Soto passed the written DMV driver's test, which is offered in 15 languages, including Spanish, Greek, Polish, Vietnamese, Bosnian and Albanian. The test verifies he understands the rules of the road, including English-word road signs. He also passed the vision test. But when he went to take the road test at the Hamden DMV, he didn't understand what the examiner was saying, except for one command: Go take English lessons.

Soto, a stocky, soft-voiced gentleman in his 50's, says he's lived in the US for 14 years now, but hasn't found time to devote to learning English. He says back in Venezuela, he worked as a professional driver for 20 years; he's confident he can man the wheel just as well as any licensed driver. He says he needs a car for his part-time job as a cosmetics salesman: "I still drive, but always with fear," he says, dreading getting caught behind the wheel without a license.

Soto's escort and English-speaking friend, Antonio Alvarez, says Soto was failed before he even got into the car to begin the test. He says DMV officials recommended they go down to the Bridgeport DMV, where some employees speak Spanish. But Soto and local Latino rights advocates want more.

Kica Matos, who directs the Latino advocacy group Junta for Progressive Action, works to improve Spanish facilities in hospitals, courts and schools. She says she'd like to see the DMV road test, as well as the written test, given in Spanish. "It makes no sense having the two tests be different. [The DMV] needs to figure out some way so that language is not a huge barrier to getting a driver's license." Matos suggests employing bilingual instructors to administer the road tests, or allowing interpreters to sit in the back seat. John Lugo, local Latino rights advocate at Community Mediation, also sees the road test as discriminatory: "The ability to drive a car doesn't have anything to do with the ability to speak the language."

DMV spokesperson Bill Seymour agrees in principle about offering Spanish-speaking road-test instructors: "It's quite understandable to want that service. In an ideal world, the DMV would do that." In an ideal world, he says, the department would also have bilingual examiners on board for all 15 languages in which the written test's offered. But the department is strapped for cash, and he considers Spanish-friendly road tests a "value-added service," not the DMV's obligation.

The DMV does offer phone service and driver's manuals in Spanish. But for the time being, that's as far as the department is willing to go.

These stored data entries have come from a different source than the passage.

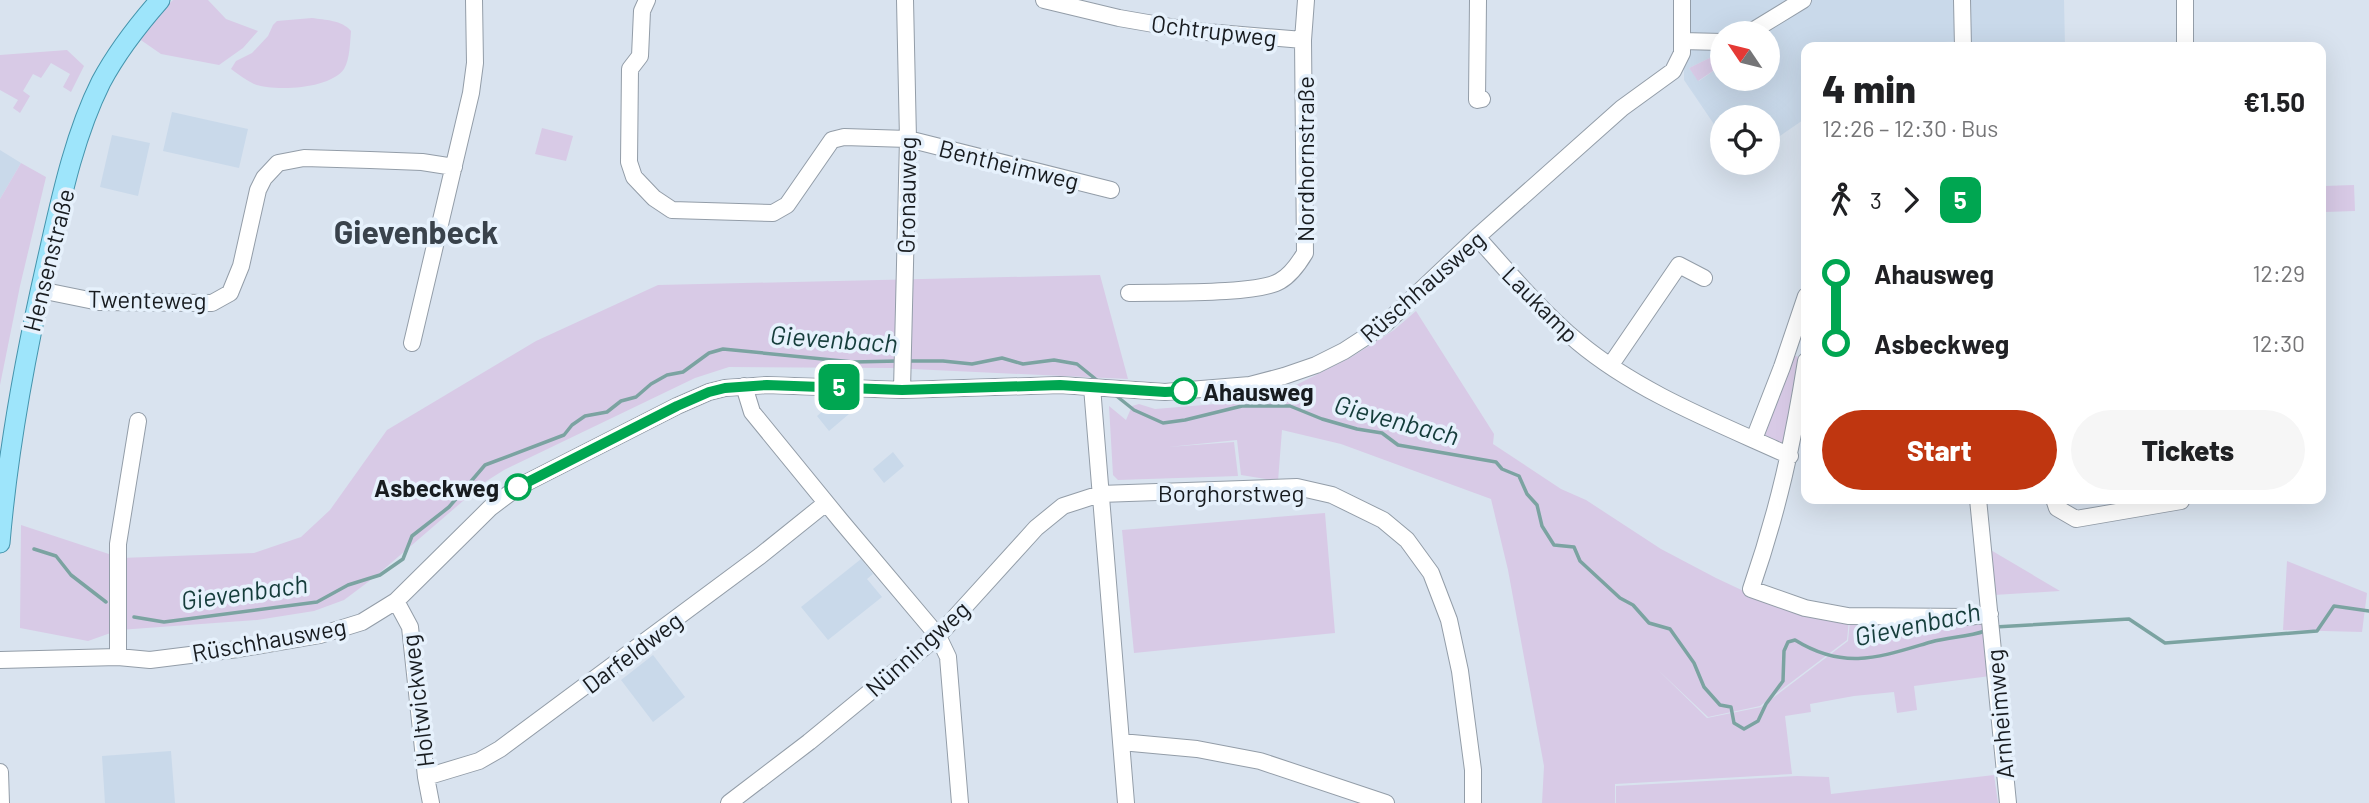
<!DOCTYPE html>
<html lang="en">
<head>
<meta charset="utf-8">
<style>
	:root { --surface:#fff; --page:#f6f6f6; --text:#202124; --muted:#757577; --accent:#bf3610 }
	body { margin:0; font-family:Barlow,sans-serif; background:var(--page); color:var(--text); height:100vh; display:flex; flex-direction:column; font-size:26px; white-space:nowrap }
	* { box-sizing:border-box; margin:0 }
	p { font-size:23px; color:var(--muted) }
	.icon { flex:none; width:38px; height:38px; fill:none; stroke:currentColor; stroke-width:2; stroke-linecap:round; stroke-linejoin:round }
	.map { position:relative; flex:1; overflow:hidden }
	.sheet { position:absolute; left:1801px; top:42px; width:525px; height:462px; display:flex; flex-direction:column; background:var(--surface); border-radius:14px; box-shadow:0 7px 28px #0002 }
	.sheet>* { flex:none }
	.badge { padding:0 14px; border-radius:10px; font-size:24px; line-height:46px }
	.needle { width:46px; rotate:305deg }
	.tools { position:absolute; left:1710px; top:21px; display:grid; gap:14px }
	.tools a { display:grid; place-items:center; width:70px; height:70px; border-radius:50%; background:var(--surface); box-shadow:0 7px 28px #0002; font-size:35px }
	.map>.badge { position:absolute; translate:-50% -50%; box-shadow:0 0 0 4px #fff }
	.legs { display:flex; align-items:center; gap:10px; height:77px; padding:0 21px; font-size:23px }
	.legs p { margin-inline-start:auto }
	.overview { display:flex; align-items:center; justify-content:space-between; height:119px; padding:0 21px }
	h1 { font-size:38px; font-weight:800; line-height:52px }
	.primary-button { display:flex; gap:14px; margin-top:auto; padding:14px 21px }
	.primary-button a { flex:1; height:80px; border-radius:42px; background:var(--accent); color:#fff; font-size:28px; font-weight:800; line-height:80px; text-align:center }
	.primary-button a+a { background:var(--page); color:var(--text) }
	ul { padding:0 21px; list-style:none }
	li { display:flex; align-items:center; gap:24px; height:70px; font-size:26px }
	li i { display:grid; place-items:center; width:10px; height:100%; margin:0 9px; background:currentColor }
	li i::after { content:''; width:18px; height:18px; margin:-9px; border:5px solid; border-radius:50%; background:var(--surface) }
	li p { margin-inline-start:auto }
	li:first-child i { background:linear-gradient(#0000 50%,currentColor 0) }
	li:last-child i { background:linear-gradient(currentColor 50%,#0000 0) }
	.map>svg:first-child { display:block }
	.built { fill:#c9d9ea; fill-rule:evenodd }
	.green { fill:#d8cae6 }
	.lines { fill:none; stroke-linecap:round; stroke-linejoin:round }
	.stream { stroke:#7ba3a1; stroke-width:3.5 }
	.minor-casing { stroke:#939da8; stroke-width:18 }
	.major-casing { stroke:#4594ac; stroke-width:21 }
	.minor { stroke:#fff; stroke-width:16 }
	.major { stroke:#9ee5fb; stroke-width:19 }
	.line-1-casing { stroke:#fff; stroke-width:16 }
	.line-1 { stroke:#00a651; stroke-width:10 }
	.stop-1-dot { fill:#fff; stroke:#00a651; stroke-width:3.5 }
	.labels { text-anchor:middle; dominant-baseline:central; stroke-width:7; stroke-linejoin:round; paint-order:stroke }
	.street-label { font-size:24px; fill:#181c20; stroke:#e6f1fc }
	.stop-label { font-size:24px; font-weight:bold; fill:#181c20; stroke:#e6f1fc; text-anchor:start }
	.water-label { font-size:26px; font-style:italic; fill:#153d3b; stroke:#e6f1fc }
	.district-label { font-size:32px; font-weight:bold; fill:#39424b; stroke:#e6f1fc }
</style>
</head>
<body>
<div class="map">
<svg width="2369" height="803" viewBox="0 0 2369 803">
	<rect width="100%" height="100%" fill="#d9e3ef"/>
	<path class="built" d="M1684 0H2064L2065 47H1972L1971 41 1915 43 1909 47H1806V118L1768 144V117H1722V136L1684 80ZM1722 33H1768V79H1722V65L1699 81 1689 68 1722 52Z
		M172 112 248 129 239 168 163 151Z
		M112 135 150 143 138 196 100 187Z
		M0 150 21 163 0 199Z
		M844 393 856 408 829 431 817 416Z
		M893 452 904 466 884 483 873 469Z
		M861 559 873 574 867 579 882 597 828 640 801 607Z
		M653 655 685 697 653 722 621 680Z
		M171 751 175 803H105L102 756Z"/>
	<path class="green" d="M173 0H208L226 19 258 31 243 48 219 65 161 54 135 36Z
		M312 18C325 20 342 20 351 31 350 42 350 59 344 69 330 89 275 92 254 84 246 80 238 74 231 69L236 61 252 53 268 36 273 25 277 21Z
		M67 50 84 66 71 92 63 87 70 74 51 63 41 78 33 74 23 91 30 96 20 113 13 108 18 100 0 90V55Z
		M1722 52V65L1698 81 1689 68Z
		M542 128 573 136 566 161 535 154Z
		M21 163 46 177 20 286 0 385V199Z
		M2354 185 2355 211 2325 212 2324 186Z
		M1100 275 1128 379 891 368 729 367 695 378 504 470 485 482 376 576 344 600 314 611 257 620 119 630 88 641 20 628 21 525 121 558 254 553 301 537 330 510 387 430 536 341 658 285Z
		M1416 311 1494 434 1493 444 1561 489 1586 500 1661 549 1716 578 1750 594 1849 620 1847 640 1760 706 1708 717 1657 669 1707 718 1761 707 1848 641 1850 620 1984 613 1990 676 1914 686 1917 710 1897 713 1894 692 1854 696 1810 704 1811 712 1785 716 1792 774 1615 784V803H1542L1544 766 1508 570 1491 499 1341 444 1282 430 1278 481 1241 475 1237 440 1168 447 1234 442 1238 476 1118 480 1113 475 1109 406 1126 420 1132 406 1139 404 1155 409 1216 404 1284 391 1350 358 1394 330Z
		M1791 355 1799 357 1782 447 1760 438Z
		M1325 513 1335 633 1134 653 1122 530Z
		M1989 549 2060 591 1994 595Z
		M2287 561 2367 593 2362 632 2283 630Z
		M1994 775 1998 803H1616V786L1797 776 1829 777 1831 794Z"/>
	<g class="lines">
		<path class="stream" d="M907 361H943L972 364 1002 358 1023 364 1054 360 1077 364 1098 381
			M1114 394 1134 410 1163 423 1185 420 1242 406H1290L1322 419 1357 429 1382 433 1398 445 1496 462 1502 469 1519 476 1527 494 1537 505 1542 526 1554 545 1574 547 1580 561 1620 598 1633 605 1649 623 1670 629 1694 663 1704 687 1720 705 1731 707 1734 723 1744 729 1758 721 1766 704 1783 681 1784 651 1788 642 1795 640C1845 671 1880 657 1931 642 1949 637 1968 637 1985 631
			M34 549 56 556 71 575 106 602
			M134 617 164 622 317 602 348 585 380 575 403 559 412 536 449 507 485 465 564 435 572 425 585 416 607 412 621 401 636 397 651 384 667 375 683 372 709 353 723 349 853 362 899 361
			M1995 627 2129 619 2165 643 2317 631 2334 606 2369 611"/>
		<g class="minor-casing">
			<path id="minor" d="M647 0 642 11 640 56 630 69 629 162 634 177 654 198 672 210 773 213 787 205 832 140 844 137 908 139 1111 190
				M1044 0 1119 18 1194 31 1303 40
				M1478 0 1477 100 1482 99
				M1962 0 1963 47
				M2185 0V47
				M1749 33 1803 0
				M1682 41 1722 42
				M1477 237C1509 273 1541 311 1578 342 1639 393 1718 423 1790 456
				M40 290 99 302 212 303 230 293 241 266 258 190 264 178 278 163 304 158 370 160 422 162 454 167
				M1129 293C1160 292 1257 295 1280 281 1291 275 1299 263 1305 253L1303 40 1306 0
				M412 343 471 93 475 63 474 0
				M1806 361C1793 443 1778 511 1751 589L1805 608 1848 616 1968 617 1990 614
				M1610 366 1679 265 1704 278
				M744 386 752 412 841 521 938 636 948 657 960 803
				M1092 387 1126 803
				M902 390 908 139 905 0
				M1754 439 1782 367 1806 296
				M1978 499 2008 803
				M2054 499 2057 508 2076 519 2181 501 2182 499
				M396 601 410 627 426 777 431 803
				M118 657V544L138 421
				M0 660 118 657 150 660 238 649 320 635 362 622 396 601 490 508 518 487 677 406 709 392 725 388 767 385 902 390 1060 385 1165 392 1250 385 1284 376 1316 365 1344 351 1384 325 1477 237 1622 108 1673 71 1682 53V0
				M1121 742 1197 749 1260 761 1386 803
				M0 772 1 803
				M426 777 479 761 500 749 760 556 826 503
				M729 803 809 742 938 636 1036 528 1063 506 1100 494 1297 487 1332 495 1383 520 1407 540 1431 573 1449 620 1460 671 1473 770V803"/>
		</g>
		<g class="major-casing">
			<path id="major" d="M0 543C8 449 25 357 46 265 60 204 73 138 101 82 117 52 138 25 160 0"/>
		</g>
		<use href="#minor" class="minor"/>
		<use href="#major" class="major"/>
	</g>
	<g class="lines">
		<g class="line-1-casing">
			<path id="line-1" d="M518 487 677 406 709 392 725 388 767 385 902 390 1060 385 1165 392 1184 391"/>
		</g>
		<use href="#line-1" class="line-1"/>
	</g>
	<g class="stop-1-dot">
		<circle cx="1184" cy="391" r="12"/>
		<circle cx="518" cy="487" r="12"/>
	</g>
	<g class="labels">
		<g class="street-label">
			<text transform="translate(1214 30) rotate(7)">Ochtrupweg</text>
			<text transform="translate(1304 159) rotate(-90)">Nordhornstraße</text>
			<text transform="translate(1009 164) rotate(14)">Bentheimweg</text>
			<text transform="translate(906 195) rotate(-89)">Gronauweg</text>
			<text transform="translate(48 260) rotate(-76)">Hensenstraße</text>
			<text transform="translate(1422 286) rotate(-41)">Rüschhausweg</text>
			<text transform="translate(147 299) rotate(1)">Twenteweg</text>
			<text transform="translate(1541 304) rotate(45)">Laukamp</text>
			<text x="1231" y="492">Borghorstweg</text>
			<text transform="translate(269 639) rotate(-10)">Rüschhausweg</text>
			<text transform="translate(917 648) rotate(-42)">Nünningweg</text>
			<text transform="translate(632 652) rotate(-37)">Darfeldweg</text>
			<text transform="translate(417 701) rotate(-97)">Holtwickweg</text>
			<text transform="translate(1999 714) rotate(-95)">Arnheimweg</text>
		</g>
		<g class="stop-label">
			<text x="1203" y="391">Ahausweg</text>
			<text x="499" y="487" text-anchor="end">Asbeckweg</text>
		</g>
		<g class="water-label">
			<text transform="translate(834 338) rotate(4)">Gievenbach</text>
			<text transform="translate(1397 419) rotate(15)">Gievenbach</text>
			<text transform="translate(244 591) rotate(-8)">Gievenbach</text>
			<text transform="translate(1917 623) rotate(-12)">Gievenbach</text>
		</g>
		<g class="district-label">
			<text x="416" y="231">Gievenbeck</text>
		</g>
	</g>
</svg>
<div class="tools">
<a><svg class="needle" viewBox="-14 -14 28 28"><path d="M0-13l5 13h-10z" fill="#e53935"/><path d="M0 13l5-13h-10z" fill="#757577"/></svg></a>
<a><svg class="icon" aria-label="locate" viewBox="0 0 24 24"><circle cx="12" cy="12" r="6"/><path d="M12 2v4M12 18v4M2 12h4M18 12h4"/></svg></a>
</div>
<b class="badge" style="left:839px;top:387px;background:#00a651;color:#fff">5</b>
<section class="sheet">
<div class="overview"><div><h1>4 min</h1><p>12:26 – 12:30 · Bus</p></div><b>€1.50</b></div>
<div class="legs"><svg class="icon" aria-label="walk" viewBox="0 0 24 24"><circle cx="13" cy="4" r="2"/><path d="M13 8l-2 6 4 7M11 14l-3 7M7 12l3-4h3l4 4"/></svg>3<svg class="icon" aria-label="forward" viewBox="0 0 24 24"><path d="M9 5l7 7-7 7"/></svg><b class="badge" style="background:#00a651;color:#fff">5</b></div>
<ul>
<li><i style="color:#00a651"></i><b>Ahausweg</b><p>12:29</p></li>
<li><i style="color:#00a651"></i><b>Asbeckweg</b><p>12:30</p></li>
</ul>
<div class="primary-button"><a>Start</a><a>Tickets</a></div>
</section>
</div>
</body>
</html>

Seymour rejected the idea of having interpreters in the car during the road test, calling it downright unsafe: "you can't be having cross-conversations going on [during the test]."

Taking the road test requires very little English, Seymour points out. "[Test-takers] don't even need to speak English. They just need to understand what the inspector's saying to them in English." There are bilingual DMV employees in Hamden and Bridgeport, says Seymour, but patrons can't call to schedule a particular examiner. If road-test-takers want a Spanish-speaker, they just have to take their chances. Sending 60 or 70 Spanish-speakers to the one bilingual instructor would "tie up things significantly," Seymour protests. "We wouldn't be able to handle the flow of people through the office."